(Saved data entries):
________________________

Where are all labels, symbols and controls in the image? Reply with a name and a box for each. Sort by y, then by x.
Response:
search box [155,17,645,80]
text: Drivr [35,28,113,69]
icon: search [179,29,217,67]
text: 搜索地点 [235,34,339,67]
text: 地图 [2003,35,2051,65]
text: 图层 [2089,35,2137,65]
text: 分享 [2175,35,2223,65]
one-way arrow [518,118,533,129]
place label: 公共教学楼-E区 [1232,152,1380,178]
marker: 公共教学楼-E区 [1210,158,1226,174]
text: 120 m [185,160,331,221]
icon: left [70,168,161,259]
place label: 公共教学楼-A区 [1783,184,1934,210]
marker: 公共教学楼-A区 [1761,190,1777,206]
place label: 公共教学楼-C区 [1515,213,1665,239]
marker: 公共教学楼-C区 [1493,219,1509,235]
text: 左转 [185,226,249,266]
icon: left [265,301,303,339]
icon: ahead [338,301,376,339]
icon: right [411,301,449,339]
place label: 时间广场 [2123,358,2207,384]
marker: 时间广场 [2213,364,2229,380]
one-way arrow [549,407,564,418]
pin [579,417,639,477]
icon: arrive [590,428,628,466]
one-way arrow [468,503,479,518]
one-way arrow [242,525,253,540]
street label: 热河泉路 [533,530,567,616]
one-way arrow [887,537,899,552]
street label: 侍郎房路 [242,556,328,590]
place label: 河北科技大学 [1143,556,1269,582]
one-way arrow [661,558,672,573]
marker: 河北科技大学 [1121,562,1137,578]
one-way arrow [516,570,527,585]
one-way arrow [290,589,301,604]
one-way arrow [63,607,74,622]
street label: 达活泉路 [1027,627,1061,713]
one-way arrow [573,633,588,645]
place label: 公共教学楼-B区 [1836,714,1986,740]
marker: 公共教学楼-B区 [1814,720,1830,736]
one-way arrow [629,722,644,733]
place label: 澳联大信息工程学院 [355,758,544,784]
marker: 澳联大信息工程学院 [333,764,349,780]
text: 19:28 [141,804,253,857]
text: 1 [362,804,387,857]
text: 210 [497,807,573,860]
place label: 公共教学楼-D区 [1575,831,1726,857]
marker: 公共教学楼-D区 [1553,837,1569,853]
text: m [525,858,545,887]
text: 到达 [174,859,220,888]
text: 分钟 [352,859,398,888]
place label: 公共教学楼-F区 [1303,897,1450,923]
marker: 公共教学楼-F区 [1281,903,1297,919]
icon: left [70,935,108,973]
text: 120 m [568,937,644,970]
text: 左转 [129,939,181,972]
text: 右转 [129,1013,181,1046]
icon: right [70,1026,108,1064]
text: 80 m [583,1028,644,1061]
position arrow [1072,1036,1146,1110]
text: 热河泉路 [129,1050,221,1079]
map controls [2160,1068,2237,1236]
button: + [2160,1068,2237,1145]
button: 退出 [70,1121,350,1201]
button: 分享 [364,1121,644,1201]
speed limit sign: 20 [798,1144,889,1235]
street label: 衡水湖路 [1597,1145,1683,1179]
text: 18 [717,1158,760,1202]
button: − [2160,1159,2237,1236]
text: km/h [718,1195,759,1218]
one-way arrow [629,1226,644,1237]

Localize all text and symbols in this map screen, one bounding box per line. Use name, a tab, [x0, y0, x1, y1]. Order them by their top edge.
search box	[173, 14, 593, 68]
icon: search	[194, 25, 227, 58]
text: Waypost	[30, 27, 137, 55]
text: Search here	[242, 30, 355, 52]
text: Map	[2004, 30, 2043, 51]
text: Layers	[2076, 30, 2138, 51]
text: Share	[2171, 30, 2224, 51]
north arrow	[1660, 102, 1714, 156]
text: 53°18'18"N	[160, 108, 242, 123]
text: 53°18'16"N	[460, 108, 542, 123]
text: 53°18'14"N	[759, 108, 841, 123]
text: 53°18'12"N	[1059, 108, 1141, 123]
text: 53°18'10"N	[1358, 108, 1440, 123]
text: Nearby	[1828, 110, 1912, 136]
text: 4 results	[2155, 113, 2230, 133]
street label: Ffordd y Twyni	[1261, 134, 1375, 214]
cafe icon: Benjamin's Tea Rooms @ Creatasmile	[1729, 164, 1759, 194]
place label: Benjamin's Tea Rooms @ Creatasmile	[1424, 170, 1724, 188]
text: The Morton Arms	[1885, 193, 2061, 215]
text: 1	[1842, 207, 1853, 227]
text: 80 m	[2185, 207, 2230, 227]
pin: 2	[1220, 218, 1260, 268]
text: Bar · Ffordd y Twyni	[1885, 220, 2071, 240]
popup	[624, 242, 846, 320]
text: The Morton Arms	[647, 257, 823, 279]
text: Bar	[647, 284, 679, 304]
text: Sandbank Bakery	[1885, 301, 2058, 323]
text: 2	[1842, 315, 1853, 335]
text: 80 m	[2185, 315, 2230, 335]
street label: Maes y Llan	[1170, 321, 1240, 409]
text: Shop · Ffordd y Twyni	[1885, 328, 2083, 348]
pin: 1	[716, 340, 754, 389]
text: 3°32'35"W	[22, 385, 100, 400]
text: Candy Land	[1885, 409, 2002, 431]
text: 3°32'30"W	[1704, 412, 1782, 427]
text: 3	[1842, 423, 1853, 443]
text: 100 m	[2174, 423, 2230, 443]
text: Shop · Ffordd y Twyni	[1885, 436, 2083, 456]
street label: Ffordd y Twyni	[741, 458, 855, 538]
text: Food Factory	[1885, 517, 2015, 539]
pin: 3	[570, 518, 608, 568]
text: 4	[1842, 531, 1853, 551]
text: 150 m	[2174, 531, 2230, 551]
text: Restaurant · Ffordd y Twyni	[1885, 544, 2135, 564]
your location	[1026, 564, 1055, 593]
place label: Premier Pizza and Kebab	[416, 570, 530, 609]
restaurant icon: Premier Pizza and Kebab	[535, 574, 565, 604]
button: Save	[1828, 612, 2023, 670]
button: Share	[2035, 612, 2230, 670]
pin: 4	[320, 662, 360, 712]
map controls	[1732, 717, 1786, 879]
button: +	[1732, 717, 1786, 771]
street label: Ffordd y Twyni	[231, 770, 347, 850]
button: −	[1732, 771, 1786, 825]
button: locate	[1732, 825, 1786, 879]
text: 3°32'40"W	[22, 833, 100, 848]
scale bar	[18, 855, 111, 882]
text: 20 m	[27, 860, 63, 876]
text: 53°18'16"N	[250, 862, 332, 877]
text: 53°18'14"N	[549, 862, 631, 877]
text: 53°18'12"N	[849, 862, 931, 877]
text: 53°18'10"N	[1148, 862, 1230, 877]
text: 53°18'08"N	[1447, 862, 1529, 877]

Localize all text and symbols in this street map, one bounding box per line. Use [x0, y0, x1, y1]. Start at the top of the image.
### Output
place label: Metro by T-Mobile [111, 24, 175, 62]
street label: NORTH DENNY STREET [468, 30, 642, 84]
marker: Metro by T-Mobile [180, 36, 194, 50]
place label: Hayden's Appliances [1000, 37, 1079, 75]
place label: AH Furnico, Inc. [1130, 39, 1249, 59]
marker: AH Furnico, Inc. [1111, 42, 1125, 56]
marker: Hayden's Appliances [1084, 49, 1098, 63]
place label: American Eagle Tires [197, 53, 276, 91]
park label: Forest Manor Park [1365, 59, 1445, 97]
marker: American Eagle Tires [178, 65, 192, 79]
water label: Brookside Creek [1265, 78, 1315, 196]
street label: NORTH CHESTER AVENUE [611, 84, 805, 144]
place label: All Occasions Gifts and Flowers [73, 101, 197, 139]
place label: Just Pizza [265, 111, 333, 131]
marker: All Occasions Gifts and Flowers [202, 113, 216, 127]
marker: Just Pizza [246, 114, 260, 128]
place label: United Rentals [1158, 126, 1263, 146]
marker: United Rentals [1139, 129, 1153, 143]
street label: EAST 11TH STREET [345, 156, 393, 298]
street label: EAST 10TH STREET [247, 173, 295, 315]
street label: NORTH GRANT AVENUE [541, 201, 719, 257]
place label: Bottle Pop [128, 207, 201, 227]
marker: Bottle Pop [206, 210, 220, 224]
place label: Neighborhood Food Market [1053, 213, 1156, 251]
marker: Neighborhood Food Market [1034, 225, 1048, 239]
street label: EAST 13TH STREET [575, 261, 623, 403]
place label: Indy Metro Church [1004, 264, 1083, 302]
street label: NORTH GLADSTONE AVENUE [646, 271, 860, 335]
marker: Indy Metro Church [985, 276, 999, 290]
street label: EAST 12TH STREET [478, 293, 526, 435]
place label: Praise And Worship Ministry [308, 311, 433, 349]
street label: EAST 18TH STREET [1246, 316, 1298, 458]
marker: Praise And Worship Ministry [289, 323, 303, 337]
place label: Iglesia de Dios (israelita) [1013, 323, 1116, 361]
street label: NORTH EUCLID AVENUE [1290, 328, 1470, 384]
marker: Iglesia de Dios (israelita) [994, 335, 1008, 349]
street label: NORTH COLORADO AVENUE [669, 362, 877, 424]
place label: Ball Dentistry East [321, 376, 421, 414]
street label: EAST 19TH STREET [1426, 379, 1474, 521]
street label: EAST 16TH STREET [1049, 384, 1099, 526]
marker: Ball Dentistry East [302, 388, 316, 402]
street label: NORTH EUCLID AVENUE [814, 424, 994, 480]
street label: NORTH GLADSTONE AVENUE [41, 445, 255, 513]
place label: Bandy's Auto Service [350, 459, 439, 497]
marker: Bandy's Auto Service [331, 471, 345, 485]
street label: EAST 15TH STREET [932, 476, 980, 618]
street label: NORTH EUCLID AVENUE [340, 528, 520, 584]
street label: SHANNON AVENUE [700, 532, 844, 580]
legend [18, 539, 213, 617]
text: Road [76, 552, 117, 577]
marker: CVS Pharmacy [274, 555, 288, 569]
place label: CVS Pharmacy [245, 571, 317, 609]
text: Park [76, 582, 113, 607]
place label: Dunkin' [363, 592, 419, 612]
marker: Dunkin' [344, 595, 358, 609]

________________________

(Exercise objective): The answer must consist of every line from the entries above that contains the string "Service".

(Answer area):
place label: Bandy's Auto Service [350, 459, 439, 497]
marker: Bandy's Auto Service [331, 471, 345, 485]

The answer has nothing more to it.